Data to use:

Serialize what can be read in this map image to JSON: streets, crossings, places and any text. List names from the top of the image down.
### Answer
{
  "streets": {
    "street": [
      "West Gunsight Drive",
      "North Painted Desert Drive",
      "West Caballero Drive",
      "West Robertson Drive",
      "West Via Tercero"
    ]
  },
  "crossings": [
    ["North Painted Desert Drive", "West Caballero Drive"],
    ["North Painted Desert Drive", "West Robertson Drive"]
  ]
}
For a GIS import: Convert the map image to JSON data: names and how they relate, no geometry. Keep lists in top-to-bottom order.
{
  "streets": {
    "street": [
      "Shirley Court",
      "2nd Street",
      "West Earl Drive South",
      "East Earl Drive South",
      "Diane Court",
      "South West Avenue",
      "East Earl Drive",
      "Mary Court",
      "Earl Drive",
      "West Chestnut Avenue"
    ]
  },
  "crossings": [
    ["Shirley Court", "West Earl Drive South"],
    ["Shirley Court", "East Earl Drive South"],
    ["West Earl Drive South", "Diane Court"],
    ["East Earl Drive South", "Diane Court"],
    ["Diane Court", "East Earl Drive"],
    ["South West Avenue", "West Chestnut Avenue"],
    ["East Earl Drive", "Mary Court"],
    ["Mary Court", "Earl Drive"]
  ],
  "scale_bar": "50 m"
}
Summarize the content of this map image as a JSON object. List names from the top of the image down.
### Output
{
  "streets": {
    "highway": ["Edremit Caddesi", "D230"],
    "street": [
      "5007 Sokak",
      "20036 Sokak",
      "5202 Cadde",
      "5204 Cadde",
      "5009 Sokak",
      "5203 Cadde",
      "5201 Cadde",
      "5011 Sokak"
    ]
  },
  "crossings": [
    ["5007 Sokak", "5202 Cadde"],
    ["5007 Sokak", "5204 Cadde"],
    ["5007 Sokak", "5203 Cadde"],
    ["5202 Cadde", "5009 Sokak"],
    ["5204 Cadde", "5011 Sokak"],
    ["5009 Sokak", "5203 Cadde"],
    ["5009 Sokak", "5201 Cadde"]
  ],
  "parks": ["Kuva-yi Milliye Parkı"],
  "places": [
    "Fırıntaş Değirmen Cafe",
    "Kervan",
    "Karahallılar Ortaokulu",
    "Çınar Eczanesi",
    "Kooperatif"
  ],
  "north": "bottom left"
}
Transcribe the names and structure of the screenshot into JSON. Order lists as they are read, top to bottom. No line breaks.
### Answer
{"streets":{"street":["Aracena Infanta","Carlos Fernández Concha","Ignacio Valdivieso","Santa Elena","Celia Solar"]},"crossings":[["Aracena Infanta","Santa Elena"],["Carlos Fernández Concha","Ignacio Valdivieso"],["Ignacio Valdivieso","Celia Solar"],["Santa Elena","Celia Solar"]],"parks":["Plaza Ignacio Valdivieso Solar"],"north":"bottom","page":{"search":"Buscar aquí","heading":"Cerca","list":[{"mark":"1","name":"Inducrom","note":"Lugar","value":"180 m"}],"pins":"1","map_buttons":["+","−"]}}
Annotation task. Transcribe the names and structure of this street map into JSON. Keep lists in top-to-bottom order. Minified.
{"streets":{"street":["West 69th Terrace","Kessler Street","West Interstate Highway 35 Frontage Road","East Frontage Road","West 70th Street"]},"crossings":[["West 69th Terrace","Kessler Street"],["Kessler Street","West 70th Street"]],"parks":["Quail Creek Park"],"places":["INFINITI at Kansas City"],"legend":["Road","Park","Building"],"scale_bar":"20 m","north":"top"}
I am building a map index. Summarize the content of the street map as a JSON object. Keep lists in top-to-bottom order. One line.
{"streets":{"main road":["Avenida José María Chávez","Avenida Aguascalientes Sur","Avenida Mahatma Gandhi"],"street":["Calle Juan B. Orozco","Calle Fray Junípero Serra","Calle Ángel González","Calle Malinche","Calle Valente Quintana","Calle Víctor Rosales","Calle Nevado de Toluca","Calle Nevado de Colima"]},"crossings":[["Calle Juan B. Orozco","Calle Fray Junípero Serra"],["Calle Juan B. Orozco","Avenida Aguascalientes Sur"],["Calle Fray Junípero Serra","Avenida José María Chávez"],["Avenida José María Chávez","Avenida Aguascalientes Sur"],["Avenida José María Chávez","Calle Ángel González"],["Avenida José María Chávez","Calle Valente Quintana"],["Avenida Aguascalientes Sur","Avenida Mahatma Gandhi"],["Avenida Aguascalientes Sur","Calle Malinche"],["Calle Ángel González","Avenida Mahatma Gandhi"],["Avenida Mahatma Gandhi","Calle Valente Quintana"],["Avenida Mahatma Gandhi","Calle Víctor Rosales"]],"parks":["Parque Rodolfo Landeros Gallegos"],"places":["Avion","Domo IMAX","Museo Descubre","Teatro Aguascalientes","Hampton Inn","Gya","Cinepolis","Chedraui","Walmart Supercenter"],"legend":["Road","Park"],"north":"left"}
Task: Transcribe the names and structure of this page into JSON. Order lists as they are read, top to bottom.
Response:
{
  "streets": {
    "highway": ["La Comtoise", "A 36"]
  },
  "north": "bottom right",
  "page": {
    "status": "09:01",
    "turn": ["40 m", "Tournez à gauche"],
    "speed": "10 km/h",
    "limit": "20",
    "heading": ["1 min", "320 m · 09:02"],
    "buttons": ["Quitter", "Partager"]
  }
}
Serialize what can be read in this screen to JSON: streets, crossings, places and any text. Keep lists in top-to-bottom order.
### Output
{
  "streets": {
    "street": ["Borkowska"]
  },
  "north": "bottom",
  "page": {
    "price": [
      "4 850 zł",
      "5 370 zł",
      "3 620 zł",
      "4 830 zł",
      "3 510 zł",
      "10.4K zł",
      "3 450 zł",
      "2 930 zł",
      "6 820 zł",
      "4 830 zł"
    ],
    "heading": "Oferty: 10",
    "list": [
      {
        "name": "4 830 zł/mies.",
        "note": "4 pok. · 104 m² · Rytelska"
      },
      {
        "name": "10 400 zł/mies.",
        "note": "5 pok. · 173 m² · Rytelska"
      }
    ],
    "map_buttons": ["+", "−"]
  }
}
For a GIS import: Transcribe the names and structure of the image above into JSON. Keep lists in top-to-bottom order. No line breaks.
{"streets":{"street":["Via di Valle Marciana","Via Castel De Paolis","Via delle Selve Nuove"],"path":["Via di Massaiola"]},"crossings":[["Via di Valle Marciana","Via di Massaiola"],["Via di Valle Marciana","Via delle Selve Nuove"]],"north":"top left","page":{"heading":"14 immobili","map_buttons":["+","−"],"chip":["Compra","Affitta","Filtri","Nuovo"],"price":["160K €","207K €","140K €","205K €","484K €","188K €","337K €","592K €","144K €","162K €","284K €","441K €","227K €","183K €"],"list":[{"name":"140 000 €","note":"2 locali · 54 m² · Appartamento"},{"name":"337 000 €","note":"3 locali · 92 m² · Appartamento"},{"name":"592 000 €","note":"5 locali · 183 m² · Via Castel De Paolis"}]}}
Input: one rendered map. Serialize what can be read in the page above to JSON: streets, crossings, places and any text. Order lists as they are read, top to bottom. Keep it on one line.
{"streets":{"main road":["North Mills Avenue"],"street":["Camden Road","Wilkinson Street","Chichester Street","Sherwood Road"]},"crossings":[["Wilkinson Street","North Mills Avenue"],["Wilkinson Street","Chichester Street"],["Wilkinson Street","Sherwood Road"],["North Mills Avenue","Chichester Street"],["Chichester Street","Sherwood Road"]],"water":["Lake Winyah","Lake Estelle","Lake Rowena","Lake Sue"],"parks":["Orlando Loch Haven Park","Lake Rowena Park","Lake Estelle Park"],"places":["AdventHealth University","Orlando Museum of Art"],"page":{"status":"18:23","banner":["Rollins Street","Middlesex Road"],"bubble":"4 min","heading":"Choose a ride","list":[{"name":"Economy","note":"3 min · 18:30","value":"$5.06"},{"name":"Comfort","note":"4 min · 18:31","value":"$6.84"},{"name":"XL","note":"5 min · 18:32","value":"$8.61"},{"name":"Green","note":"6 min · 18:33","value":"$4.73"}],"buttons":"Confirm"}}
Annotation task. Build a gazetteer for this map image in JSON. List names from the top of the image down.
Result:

Task description: What you give back should be exactly the lines of the entries above from the one containing "Input: one rendered" to the end, and nothing more.

Output of the task:
Input: one rendered map. Serialize what can be read in the page above to JSON: streets, crossings, places and any text. Order lists as they are read, top to bottom. Keep it on one line.
{"streets":{"main road":["North Mills Avenue"],"street":["Camden Road","Wilkinson Street","Chichester Street","Sherwood Road"]},"crossings":[["Wilkinson Street","North Mills Avenue"],["Wilkinson Street","Chichester Street"],["Wilkinson Street","Sherwood Road"],["North Mills Avenue","Chichester Street"],["Chichester Street","Sherwood Road"]],"water":["Lake Winyah","Lake Estelle","Lake Rowena","Lake Sue"],"parks":["Orlando Loch Haven Park","Lake Rowena Park","Lake Estelle Park"],"places":["AdventHealth University","Orlando Museum of Art"],"page":{"status":"18:23","banner":["Rollins Street","Middlesex Road"],"bubble":"4 min","heading":"Choose a ride","list":[{"name":"Economy","note":"3 min · 18:30","value":"$5.06"},{"name":"Comfort","note":"4 min · 18:31","value":"$6.84"},{"name":"XL","note":"5 min · 18:32","value":"$8.61"},{"name":"Green","note":"6 min · 18:33","value":"$4.73"}],"buttons":"Confirm"}}
Annotation task. Build a gazetteer for this map image in JSON. List names from the top of the image down.
Result:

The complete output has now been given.